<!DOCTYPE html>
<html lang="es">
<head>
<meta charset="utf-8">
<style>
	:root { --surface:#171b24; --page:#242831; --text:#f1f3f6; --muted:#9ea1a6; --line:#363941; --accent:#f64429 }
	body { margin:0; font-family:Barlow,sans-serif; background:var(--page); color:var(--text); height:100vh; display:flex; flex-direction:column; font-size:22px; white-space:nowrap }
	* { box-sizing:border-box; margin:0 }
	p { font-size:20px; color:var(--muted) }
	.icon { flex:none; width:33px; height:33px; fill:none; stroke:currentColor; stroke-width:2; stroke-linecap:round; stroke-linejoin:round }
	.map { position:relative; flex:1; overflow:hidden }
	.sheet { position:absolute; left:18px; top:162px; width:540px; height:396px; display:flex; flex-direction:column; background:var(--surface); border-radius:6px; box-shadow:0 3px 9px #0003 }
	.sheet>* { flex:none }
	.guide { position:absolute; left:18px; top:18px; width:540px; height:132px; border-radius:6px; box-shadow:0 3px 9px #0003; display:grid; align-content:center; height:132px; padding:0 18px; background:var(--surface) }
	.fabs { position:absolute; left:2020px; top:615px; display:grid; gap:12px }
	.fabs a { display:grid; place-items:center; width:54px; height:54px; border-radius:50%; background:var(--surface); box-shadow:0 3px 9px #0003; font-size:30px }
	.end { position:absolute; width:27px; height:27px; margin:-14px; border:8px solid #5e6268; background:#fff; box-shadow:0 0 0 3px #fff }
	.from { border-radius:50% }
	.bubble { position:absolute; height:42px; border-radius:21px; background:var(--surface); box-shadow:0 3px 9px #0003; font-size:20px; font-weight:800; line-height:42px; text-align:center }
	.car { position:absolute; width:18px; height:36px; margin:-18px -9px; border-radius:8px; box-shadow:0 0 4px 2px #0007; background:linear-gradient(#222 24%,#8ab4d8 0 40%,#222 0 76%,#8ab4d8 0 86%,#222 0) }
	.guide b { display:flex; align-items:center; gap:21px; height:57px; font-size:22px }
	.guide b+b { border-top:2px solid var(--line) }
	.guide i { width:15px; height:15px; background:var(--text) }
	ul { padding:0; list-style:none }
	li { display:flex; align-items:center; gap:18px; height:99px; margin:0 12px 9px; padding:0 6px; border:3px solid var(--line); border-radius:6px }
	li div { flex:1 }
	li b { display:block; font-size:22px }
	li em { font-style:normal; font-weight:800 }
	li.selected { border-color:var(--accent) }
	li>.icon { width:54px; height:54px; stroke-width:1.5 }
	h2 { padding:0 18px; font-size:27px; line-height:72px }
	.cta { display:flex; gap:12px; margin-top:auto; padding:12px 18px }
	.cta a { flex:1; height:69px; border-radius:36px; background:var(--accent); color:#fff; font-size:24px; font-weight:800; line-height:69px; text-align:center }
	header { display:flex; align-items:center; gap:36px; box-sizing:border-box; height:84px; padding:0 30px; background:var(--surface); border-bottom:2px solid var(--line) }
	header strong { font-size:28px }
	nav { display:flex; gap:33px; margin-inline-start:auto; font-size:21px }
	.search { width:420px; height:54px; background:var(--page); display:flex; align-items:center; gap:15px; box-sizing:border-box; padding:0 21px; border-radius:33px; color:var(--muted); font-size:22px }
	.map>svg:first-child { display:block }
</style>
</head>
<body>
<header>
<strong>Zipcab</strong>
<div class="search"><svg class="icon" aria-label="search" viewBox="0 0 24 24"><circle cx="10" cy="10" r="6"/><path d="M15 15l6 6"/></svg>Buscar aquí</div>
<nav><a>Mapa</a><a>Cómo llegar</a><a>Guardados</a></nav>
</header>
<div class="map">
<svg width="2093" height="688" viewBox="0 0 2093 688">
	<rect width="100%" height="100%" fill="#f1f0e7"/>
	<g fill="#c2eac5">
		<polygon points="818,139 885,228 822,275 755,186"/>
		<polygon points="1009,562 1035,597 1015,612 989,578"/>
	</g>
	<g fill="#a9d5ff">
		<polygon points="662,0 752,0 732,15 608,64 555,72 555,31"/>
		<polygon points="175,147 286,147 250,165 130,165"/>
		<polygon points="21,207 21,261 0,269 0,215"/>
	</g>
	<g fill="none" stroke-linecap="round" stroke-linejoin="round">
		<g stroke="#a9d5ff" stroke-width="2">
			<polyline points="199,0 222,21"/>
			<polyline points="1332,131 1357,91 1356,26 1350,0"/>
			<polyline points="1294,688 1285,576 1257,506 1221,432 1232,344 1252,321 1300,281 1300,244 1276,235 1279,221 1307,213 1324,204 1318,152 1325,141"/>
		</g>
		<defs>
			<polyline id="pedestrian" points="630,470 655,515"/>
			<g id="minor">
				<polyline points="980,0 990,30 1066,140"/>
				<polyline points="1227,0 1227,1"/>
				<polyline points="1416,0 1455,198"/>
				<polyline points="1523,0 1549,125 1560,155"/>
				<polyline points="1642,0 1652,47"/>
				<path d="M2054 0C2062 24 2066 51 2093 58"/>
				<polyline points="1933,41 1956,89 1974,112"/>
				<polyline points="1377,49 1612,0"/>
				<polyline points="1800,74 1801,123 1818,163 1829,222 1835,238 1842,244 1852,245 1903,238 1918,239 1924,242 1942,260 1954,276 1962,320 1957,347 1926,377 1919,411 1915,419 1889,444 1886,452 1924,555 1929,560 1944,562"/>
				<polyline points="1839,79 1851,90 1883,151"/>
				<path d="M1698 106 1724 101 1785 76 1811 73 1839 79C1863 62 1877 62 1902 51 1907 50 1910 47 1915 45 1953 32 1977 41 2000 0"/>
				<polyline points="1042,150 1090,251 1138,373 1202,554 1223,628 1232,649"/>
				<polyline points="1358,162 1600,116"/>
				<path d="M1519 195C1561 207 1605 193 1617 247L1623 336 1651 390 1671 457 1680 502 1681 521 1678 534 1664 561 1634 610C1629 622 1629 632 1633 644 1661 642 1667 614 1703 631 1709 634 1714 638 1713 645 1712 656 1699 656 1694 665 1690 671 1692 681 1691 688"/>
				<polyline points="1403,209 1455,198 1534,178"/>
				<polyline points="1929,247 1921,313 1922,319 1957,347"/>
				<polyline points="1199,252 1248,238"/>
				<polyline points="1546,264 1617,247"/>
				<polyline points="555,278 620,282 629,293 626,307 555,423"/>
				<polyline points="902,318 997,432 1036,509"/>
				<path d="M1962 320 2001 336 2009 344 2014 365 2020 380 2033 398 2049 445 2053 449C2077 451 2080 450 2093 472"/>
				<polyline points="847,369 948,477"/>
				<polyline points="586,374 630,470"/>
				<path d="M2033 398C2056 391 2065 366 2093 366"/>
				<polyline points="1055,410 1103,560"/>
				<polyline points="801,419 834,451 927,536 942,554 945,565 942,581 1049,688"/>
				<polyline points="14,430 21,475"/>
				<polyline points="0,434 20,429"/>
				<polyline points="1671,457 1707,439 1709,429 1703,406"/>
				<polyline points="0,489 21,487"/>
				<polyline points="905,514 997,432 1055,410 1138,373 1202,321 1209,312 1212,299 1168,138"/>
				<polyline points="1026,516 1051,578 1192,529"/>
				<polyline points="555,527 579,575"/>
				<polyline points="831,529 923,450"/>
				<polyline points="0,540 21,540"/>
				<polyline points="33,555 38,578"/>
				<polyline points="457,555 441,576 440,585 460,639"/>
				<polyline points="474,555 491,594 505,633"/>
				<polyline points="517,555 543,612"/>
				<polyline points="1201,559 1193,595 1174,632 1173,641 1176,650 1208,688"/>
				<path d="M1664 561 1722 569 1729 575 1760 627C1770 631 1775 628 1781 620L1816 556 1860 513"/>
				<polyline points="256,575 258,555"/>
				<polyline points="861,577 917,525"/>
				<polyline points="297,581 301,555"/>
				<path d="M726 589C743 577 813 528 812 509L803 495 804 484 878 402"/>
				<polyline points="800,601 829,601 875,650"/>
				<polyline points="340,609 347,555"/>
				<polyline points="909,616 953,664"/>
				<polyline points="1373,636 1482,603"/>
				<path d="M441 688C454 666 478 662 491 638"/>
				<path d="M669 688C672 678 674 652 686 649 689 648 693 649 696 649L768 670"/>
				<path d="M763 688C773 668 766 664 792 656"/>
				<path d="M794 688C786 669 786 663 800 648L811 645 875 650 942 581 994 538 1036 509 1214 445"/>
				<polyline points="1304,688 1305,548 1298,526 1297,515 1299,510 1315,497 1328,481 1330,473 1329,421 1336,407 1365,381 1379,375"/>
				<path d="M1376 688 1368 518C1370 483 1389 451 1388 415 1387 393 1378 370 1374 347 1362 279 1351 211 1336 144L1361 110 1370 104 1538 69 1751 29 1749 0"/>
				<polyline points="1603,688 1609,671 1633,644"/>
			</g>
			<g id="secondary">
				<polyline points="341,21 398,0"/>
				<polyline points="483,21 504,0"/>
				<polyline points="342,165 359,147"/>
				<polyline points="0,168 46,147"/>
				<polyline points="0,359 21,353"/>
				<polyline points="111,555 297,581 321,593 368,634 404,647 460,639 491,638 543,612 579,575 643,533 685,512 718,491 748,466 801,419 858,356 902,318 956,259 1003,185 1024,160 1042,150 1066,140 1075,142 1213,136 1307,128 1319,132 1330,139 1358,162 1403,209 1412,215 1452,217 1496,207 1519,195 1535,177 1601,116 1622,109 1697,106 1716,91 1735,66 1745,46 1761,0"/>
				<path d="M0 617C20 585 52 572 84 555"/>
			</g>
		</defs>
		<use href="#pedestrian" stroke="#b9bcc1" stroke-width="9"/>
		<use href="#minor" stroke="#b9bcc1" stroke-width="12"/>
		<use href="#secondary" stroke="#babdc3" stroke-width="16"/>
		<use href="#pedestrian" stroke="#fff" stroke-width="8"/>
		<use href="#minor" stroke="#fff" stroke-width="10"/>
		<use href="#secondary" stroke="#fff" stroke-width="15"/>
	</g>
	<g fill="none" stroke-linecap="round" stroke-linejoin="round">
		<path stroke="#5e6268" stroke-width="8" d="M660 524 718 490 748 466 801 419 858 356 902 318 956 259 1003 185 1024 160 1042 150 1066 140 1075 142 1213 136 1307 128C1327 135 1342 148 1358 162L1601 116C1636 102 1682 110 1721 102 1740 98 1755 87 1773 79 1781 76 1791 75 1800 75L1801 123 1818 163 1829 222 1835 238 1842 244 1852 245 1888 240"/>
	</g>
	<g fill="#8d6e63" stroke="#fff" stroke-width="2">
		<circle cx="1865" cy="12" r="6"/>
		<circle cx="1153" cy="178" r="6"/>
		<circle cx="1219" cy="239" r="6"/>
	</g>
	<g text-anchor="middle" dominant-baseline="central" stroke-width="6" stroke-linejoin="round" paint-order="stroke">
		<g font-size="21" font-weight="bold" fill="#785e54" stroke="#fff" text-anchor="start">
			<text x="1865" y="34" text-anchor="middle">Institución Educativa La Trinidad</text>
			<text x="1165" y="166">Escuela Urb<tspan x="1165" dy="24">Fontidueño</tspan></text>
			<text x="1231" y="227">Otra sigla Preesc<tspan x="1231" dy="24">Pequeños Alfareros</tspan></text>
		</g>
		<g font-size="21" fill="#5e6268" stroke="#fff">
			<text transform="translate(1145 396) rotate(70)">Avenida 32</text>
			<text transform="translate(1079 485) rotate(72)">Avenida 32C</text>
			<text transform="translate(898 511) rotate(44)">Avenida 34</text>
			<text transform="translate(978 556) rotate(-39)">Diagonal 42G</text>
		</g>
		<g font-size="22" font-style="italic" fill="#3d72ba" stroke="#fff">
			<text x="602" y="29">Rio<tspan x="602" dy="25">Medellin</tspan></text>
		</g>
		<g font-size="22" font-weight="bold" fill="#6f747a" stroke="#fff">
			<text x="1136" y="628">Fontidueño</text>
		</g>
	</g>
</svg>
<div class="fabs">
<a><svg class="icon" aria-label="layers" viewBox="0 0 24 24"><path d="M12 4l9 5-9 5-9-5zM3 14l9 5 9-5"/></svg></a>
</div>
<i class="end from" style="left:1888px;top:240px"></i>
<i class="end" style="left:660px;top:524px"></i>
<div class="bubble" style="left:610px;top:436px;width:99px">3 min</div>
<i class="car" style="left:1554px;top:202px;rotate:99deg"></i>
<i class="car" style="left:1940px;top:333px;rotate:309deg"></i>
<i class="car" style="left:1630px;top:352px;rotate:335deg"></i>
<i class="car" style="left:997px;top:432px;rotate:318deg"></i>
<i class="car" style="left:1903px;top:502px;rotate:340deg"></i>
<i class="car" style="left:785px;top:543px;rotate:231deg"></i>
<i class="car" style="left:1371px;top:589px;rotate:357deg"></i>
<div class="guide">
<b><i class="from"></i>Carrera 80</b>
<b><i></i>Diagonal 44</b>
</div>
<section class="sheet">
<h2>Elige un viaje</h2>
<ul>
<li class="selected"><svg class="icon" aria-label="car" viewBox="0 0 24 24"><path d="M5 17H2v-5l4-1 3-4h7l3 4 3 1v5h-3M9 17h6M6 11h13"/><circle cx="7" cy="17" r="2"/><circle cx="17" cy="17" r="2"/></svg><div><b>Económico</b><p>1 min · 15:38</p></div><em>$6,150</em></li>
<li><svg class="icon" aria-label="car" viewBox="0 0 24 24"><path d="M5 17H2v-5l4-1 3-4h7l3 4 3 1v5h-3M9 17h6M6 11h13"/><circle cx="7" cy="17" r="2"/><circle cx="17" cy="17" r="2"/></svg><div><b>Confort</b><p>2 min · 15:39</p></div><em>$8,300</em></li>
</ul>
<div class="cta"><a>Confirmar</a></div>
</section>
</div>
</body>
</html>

Problem requirements → Please say only the number of lines in the data that hold "absolute".

Result for this task → 6